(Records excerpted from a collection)
========

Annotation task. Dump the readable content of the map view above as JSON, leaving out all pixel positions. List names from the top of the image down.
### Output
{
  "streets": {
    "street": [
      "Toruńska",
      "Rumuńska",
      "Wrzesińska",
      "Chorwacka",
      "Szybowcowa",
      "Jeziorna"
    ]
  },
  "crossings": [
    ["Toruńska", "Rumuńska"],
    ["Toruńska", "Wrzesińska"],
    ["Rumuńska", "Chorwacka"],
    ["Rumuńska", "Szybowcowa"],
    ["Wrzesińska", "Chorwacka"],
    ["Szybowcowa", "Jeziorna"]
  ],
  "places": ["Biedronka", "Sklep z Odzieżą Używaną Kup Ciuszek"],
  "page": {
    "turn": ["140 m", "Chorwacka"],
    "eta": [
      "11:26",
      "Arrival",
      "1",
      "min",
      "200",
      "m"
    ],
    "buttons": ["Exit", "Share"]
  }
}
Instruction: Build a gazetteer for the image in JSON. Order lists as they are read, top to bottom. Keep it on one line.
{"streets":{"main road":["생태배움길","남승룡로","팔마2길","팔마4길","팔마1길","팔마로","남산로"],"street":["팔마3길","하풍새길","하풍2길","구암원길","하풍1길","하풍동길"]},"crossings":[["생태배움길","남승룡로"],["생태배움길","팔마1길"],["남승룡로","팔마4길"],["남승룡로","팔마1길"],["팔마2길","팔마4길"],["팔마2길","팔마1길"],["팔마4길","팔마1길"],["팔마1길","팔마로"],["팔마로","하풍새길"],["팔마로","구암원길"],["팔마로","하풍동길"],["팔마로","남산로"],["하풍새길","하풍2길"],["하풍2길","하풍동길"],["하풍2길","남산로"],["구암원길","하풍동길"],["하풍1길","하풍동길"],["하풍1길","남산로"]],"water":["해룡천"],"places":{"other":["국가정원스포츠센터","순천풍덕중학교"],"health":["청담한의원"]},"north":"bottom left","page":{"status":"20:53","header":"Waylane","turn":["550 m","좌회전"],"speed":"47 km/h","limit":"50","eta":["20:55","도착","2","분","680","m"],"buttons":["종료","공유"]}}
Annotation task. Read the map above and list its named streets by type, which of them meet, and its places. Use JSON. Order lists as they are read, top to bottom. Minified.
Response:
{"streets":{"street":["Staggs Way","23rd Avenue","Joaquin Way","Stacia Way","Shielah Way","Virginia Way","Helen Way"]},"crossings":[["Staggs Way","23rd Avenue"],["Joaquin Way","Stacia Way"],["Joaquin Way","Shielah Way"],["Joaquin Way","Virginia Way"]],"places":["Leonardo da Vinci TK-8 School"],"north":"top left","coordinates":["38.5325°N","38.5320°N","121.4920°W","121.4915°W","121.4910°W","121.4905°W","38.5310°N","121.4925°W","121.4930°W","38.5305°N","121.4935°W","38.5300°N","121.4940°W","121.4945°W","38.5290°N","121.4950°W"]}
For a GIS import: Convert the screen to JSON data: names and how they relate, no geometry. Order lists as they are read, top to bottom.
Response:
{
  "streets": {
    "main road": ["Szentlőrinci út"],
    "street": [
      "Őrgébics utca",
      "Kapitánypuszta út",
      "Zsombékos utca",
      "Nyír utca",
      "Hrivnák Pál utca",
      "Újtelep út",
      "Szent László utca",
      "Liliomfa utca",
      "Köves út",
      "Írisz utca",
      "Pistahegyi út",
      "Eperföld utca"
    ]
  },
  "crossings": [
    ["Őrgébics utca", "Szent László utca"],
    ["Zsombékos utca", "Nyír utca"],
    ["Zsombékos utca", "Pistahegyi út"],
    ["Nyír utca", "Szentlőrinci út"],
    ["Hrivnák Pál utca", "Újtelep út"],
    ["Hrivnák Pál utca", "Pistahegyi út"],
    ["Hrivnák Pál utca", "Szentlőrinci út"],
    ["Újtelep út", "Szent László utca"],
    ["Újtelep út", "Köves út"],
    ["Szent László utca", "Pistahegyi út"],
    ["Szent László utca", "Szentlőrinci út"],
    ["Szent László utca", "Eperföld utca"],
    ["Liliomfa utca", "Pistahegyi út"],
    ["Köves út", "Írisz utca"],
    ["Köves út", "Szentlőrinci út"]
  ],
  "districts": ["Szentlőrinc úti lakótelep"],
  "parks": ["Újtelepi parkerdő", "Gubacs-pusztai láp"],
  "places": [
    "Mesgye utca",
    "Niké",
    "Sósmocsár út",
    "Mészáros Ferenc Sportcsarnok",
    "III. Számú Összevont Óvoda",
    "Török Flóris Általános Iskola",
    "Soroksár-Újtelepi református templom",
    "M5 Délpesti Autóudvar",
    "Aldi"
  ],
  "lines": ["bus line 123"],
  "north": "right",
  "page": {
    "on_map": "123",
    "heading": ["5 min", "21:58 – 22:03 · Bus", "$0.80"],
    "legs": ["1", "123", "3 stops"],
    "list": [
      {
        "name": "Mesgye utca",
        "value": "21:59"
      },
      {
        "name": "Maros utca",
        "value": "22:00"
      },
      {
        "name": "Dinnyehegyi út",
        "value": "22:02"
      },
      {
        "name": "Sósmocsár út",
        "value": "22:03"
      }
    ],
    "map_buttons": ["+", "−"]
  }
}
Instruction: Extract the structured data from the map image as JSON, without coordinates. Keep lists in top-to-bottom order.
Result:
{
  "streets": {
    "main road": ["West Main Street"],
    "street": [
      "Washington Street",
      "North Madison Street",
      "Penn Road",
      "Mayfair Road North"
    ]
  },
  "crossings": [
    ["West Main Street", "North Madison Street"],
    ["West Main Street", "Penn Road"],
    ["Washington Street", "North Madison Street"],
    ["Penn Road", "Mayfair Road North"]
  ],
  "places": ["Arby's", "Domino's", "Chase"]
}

========

Which lines in the records above contain the string "task"? Copy each one.

Annotation task. Dump the readable content of the map view above as JSON, leaving out all pixel positions. List names from the top of the image down.
Annotation task. Read the map above and list its named streets by type, which of them meet, and its places. Use JSON. Order lists as they are read, top to bottom. Minified.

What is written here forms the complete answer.